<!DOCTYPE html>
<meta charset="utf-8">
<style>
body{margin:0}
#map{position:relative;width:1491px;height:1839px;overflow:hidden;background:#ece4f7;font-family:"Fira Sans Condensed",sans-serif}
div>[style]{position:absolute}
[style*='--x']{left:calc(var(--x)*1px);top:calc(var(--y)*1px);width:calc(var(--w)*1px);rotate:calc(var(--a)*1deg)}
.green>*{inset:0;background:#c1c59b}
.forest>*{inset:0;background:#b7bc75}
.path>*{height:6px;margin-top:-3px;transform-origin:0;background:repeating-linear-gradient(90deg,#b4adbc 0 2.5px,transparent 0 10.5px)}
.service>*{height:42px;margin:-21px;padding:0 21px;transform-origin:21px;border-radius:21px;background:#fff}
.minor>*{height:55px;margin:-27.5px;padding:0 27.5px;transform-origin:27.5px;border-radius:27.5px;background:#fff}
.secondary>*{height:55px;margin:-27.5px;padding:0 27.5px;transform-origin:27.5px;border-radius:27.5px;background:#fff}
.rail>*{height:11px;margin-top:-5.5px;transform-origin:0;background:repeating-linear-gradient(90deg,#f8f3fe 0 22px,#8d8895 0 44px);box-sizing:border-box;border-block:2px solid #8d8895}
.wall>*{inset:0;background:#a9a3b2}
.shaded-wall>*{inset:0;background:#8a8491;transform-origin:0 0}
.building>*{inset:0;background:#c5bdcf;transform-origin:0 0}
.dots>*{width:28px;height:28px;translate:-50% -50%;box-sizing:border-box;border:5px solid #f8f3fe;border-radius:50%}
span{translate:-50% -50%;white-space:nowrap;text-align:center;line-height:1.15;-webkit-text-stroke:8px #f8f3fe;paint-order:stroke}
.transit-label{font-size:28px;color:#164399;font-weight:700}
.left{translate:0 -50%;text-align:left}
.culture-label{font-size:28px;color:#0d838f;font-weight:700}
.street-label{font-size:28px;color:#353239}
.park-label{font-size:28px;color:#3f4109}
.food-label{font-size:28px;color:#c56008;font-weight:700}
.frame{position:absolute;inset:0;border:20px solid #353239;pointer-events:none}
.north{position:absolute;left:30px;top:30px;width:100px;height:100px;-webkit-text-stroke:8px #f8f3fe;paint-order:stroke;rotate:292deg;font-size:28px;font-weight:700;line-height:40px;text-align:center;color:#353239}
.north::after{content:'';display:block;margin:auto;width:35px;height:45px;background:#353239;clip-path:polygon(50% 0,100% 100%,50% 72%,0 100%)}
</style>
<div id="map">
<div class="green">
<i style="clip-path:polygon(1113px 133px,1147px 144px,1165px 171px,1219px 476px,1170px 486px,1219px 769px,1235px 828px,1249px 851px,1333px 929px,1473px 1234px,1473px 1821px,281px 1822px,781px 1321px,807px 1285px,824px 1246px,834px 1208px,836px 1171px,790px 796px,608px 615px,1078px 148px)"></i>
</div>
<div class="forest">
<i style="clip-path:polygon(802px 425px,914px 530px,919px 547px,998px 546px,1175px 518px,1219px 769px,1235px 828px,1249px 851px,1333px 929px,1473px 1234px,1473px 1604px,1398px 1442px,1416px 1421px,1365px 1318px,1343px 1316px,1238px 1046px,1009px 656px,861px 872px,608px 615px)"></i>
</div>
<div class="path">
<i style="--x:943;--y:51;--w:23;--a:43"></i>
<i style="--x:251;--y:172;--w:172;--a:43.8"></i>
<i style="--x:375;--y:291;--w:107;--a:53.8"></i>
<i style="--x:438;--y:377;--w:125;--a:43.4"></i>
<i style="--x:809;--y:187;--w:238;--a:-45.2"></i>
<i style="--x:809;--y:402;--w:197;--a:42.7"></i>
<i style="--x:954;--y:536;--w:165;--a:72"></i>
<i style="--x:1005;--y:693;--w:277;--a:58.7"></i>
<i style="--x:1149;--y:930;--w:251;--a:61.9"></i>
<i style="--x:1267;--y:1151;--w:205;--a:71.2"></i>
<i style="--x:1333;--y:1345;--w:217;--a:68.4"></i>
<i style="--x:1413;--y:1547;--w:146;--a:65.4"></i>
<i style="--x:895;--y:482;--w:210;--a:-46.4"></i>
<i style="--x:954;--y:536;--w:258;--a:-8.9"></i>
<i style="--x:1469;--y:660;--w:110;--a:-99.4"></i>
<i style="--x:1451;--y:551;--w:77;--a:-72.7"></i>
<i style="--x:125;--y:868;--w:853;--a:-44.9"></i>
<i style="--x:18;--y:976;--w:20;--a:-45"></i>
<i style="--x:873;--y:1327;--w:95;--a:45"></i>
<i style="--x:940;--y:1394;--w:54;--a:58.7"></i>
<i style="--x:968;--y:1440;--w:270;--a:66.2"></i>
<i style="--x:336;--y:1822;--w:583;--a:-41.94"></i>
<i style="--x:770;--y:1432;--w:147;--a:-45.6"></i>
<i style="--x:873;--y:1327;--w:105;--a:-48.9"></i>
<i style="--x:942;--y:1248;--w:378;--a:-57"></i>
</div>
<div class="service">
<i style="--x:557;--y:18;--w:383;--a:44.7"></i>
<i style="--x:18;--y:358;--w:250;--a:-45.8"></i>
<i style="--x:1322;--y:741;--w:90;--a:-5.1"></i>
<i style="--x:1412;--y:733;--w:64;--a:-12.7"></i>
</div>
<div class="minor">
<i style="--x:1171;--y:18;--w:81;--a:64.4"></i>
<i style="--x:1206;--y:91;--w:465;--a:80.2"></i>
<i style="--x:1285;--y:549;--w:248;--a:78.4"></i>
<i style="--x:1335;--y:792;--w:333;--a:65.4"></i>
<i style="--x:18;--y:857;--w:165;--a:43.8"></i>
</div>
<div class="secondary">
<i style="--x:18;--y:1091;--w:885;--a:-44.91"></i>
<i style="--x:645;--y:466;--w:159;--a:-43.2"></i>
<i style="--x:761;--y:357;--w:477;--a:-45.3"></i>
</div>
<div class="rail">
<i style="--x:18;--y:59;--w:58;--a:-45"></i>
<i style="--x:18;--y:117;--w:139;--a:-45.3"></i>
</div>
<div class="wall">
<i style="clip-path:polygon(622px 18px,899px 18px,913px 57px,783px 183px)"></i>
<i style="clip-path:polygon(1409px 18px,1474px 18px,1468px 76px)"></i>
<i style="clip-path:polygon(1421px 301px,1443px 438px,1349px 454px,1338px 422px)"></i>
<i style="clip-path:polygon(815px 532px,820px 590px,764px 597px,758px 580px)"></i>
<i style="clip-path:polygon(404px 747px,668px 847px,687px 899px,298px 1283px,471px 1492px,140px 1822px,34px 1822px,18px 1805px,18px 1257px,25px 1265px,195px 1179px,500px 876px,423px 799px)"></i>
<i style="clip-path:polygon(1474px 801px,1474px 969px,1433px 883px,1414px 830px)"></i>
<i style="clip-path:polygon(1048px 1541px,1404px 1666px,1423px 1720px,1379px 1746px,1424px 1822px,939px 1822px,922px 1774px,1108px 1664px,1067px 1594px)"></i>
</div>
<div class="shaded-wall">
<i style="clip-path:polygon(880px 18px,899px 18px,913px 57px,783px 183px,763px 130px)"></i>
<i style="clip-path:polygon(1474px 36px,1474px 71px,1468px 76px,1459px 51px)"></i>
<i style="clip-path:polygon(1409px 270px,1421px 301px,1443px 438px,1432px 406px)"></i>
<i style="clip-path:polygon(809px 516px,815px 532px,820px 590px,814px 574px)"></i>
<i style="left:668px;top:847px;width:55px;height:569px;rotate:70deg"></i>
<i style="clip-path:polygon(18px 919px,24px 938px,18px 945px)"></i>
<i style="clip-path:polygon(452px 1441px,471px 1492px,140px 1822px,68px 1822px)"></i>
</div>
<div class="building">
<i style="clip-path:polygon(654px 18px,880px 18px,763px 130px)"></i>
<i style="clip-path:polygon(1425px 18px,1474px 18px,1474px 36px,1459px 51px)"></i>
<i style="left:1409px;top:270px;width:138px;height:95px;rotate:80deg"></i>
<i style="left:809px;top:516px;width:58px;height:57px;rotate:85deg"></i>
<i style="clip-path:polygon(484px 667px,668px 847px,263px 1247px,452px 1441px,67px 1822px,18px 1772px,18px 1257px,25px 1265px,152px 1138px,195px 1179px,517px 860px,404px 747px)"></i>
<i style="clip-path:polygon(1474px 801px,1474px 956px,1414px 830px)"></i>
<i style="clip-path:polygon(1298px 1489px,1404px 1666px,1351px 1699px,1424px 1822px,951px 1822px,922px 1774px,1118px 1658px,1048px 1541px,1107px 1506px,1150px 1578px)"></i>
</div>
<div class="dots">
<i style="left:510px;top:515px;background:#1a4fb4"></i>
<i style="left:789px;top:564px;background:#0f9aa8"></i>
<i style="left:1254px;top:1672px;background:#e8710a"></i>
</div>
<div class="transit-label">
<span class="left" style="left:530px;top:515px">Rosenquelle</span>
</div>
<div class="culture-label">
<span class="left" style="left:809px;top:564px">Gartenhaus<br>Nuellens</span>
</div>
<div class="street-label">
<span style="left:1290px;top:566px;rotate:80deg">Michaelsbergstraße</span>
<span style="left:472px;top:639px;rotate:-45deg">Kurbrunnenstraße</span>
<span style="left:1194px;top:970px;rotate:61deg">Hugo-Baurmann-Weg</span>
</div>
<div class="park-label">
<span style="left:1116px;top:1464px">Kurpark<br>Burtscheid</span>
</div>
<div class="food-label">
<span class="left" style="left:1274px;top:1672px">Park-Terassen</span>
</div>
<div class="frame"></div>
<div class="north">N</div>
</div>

**DIRECTIONS**: A line belongs in the answer if it contains the word "shaded"; copy every such line from the data above.

**EXERCISE RESULT**:
.shaded-wall>*{inset:0;background:#8a8491;transform-origin:0 0}
<div class="shaded-wall">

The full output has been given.